Murmur & RheaSkye
I’ve been staring at this old window that’s been in my grandma’s house for a century, and I keep wondering what secrets it could whisper if it could talk. What do you think it would say?
It would tell you that every crack holds a story, that the glass remembers the laughter of children and the quiet prayers of the old. It would whisper that time is a slow, patient thing, and that what you see now is just one layer of its many memories. It might ask if you’re ready to hear what it keeps hidden.

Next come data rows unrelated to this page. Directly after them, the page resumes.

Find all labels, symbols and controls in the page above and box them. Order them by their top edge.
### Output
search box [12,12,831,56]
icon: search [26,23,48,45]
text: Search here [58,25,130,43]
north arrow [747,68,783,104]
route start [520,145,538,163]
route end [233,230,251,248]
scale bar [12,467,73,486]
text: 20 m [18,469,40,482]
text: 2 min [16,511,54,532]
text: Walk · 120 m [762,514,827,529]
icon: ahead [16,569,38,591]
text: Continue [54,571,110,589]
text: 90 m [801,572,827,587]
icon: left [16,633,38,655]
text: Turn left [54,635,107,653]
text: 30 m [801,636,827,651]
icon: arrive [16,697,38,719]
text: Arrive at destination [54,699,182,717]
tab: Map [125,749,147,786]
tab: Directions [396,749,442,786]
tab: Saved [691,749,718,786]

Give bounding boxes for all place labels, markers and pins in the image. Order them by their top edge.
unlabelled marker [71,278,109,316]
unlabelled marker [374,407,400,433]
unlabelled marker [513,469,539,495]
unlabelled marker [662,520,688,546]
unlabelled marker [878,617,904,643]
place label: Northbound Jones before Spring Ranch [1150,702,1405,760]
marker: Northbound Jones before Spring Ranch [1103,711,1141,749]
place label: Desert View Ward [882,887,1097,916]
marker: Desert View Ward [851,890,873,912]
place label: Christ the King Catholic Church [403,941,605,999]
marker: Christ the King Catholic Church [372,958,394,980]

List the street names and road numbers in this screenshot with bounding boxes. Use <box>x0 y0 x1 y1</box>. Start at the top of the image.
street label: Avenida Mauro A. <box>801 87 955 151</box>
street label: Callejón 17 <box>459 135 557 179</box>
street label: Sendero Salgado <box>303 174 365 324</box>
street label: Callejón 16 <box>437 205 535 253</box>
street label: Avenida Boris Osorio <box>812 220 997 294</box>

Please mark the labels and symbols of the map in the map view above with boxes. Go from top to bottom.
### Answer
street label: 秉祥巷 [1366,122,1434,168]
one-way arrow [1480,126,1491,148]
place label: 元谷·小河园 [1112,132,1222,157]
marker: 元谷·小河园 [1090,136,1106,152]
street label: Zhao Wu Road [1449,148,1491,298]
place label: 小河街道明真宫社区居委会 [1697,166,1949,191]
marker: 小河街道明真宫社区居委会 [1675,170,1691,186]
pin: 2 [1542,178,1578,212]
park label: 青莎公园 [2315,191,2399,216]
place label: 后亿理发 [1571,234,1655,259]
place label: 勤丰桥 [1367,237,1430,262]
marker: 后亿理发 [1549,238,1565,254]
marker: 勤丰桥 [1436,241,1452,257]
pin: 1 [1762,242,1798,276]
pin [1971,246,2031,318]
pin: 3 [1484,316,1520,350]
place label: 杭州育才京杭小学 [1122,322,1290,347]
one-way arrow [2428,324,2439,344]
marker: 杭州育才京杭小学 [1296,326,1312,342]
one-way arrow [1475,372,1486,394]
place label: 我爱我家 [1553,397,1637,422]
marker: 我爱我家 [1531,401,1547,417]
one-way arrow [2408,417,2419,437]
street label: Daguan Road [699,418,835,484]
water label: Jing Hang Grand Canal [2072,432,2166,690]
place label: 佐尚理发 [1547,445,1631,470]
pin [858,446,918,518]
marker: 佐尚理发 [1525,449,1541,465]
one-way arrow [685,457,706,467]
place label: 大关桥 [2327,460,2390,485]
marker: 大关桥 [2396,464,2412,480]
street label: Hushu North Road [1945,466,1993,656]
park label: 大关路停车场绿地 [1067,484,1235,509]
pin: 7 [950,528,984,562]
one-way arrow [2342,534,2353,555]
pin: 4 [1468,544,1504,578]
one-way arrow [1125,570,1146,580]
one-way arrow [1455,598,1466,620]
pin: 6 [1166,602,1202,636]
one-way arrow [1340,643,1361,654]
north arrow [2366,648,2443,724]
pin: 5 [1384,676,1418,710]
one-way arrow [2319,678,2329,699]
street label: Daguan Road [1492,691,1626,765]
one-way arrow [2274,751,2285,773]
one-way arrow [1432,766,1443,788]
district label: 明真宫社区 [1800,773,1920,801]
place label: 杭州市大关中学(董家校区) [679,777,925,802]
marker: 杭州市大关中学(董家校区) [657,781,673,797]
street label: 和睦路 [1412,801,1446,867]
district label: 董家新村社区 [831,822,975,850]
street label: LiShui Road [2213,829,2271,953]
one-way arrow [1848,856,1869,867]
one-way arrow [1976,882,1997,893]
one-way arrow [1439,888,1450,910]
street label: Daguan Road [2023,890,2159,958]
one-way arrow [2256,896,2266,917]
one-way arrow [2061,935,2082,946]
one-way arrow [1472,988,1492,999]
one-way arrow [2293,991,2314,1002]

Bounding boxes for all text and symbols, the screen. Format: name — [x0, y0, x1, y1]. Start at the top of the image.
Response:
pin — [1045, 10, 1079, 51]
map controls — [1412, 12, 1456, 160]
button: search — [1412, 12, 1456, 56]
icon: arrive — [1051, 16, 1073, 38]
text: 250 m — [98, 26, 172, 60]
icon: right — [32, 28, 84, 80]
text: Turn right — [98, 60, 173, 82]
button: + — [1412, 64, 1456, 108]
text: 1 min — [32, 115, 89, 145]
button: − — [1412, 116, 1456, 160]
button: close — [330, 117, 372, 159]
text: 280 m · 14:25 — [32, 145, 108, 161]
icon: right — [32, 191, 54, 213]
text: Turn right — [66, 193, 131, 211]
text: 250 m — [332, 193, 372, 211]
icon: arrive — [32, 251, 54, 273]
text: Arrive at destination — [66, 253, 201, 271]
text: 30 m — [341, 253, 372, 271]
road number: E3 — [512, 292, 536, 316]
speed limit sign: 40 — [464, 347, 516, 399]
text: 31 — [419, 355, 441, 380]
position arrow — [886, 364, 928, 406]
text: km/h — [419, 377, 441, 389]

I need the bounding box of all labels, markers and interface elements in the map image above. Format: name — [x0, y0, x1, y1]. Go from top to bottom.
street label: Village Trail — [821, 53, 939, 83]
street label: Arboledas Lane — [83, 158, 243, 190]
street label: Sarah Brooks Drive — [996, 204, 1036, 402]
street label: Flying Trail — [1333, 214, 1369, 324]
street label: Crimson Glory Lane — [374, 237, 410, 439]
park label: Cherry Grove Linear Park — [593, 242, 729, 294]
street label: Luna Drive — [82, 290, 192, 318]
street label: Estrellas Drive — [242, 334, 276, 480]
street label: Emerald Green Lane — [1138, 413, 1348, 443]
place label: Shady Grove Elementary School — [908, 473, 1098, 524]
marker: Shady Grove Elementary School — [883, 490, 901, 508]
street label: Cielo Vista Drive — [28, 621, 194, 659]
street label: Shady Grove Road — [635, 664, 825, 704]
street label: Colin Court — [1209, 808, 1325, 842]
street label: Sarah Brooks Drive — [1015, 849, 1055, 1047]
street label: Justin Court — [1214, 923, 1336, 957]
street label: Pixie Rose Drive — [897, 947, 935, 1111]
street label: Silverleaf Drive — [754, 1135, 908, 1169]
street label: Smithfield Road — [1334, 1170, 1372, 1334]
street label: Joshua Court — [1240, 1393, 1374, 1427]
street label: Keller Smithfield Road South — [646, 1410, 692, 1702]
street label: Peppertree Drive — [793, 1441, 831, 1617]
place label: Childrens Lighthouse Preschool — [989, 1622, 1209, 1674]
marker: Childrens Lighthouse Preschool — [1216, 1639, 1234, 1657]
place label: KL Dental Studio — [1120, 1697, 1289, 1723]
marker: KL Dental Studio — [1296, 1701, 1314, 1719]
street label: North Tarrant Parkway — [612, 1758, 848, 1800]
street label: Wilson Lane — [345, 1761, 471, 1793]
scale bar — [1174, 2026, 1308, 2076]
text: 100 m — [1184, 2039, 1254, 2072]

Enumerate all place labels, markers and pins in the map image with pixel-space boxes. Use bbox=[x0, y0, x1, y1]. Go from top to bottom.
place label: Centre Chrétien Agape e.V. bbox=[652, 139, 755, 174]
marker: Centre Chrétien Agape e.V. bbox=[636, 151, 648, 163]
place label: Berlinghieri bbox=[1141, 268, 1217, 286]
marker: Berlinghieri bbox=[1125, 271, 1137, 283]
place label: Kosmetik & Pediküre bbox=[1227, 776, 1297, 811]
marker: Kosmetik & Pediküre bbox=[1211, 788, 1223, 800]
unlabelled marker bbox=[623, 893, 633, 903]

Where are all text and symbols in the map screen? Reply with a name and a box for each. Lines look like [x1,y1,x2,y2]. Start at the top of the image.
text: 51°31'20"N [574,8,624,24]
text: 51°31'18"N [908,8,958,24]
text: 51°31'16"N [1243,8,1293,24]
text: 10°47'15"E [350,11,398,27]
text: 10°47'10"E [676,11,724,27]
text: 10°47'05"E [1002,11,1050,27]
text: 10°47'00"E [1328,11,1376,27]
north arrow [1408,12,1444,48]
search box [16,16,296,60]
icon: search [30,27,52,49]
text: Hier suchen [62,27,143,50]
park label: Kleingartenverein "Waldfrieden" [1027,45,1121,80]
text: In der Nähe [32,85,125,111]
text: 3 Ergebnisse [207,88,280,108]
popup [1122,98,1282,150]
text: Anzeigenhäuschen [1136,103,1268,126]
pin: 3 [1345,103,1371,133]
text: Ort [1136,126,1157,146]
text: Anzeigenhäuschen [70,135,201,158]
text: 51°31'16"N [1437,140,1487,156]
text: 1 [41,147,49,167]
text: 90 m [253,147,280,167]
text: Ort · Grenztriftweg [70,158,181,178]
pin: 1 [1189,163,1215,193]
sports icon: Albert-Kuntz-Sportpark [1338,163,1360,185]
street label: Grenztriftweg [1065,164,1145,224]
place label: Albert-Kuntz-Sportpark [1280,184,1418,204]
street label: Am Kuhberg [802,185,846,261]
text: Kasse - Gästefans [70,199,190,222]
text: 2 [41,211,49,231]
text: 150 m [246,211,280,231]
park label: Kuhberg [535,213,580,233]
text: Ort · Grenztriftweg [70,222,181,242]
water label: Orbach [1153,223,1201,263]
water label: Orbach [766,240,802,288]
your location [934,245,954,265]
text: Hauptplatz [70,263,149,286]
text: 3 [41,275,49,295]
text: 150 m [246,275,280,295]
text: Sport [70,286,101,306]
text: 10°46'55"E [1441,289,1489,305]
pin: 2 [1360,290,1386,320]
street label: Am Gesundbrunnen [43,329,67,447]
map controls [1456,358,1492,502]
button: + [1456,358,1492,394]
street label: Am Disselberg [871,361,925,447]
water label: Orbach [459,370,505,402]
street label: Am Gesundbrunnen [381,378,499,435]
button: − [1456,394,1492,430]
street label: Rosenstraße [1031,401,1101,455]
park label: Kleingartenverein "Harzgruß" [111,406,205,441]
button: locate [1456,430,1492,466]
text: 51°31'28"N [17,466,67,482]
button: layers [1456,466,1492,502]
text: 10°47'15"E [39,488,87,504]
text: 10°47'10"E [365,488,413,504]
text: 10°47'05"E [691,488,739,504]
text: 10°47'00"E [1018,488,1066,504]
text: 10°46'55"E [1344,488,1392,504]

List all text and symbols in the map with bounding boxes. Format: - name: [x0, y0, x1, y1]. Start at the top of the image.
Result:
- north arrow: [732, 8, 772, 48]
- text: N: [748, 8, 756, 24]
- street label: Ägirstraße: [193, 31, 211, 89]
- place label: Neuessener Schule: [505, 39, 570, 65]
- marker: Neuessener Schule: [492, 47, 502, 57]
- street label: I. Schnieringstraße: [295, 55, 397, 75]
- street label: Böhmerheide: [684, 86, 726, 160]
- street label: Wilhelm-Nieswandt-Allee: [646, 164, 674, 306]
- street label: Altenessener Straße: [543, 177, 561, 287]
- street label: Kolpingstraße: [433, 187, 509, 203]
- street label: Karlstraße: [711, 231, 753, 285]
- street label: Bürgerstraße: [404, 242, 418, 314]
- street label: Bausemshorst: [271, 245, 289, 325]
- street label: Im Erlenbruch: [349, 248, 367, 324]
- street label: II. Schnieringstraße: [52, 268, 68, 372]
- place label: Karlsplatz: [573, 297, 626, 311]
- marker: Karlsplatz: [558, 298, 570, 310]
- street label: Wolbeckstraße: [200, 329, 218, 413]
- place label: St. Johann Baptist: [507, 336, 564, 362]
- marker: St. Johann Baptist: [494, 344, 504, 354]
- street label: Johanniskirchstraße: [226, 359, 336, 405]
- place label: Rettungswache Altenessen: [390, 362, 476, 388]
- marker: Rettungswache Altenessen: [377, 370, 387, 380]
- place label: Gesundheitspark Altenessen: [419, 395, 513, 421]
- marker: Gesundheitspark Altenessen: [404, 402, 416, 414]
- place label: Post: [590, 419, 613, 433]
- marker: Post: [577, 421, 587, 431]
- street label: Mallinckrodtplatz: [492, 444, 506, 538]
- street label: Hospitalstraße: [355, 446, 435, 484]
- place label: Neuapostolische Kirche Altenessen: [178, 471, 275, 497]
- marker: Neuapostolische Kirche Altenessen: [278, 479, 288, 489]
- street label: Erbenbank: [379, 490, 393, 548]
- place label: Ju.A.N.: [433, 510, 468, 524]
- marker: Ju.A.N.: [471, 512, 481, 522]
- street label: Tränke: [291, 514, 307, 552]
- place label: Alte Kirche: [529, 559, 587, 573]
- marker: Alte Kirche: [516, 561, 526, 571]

It’s a quiet kind of invitation, isn’t it? Like, “Come on, let me show you the hidden layers you’ve been missing.” I’m ready—just not sure if I’m ready for the whole truth. Tell me, what’s the first secret?
It would say that the first secret is a faint scent of the summer it once smelled when a child’s laughter echoed off its panes, a scent that only shows up when the light hits the glass just right.
That scent is like a ghost of sunshine trapped in glass, you know? It feels like a secret kiss from summer that never quite left the pane. It makes me wonder if I could catch it with my hand. What do you think you’d feel if you could taste that moment?
It would feel like a sigh of light, cool and sweet, almost like biting a leaf that has never dried. A quick taste, and the window would remember how the day had slipped by, whispering that everything ends, but not without a little sweetness.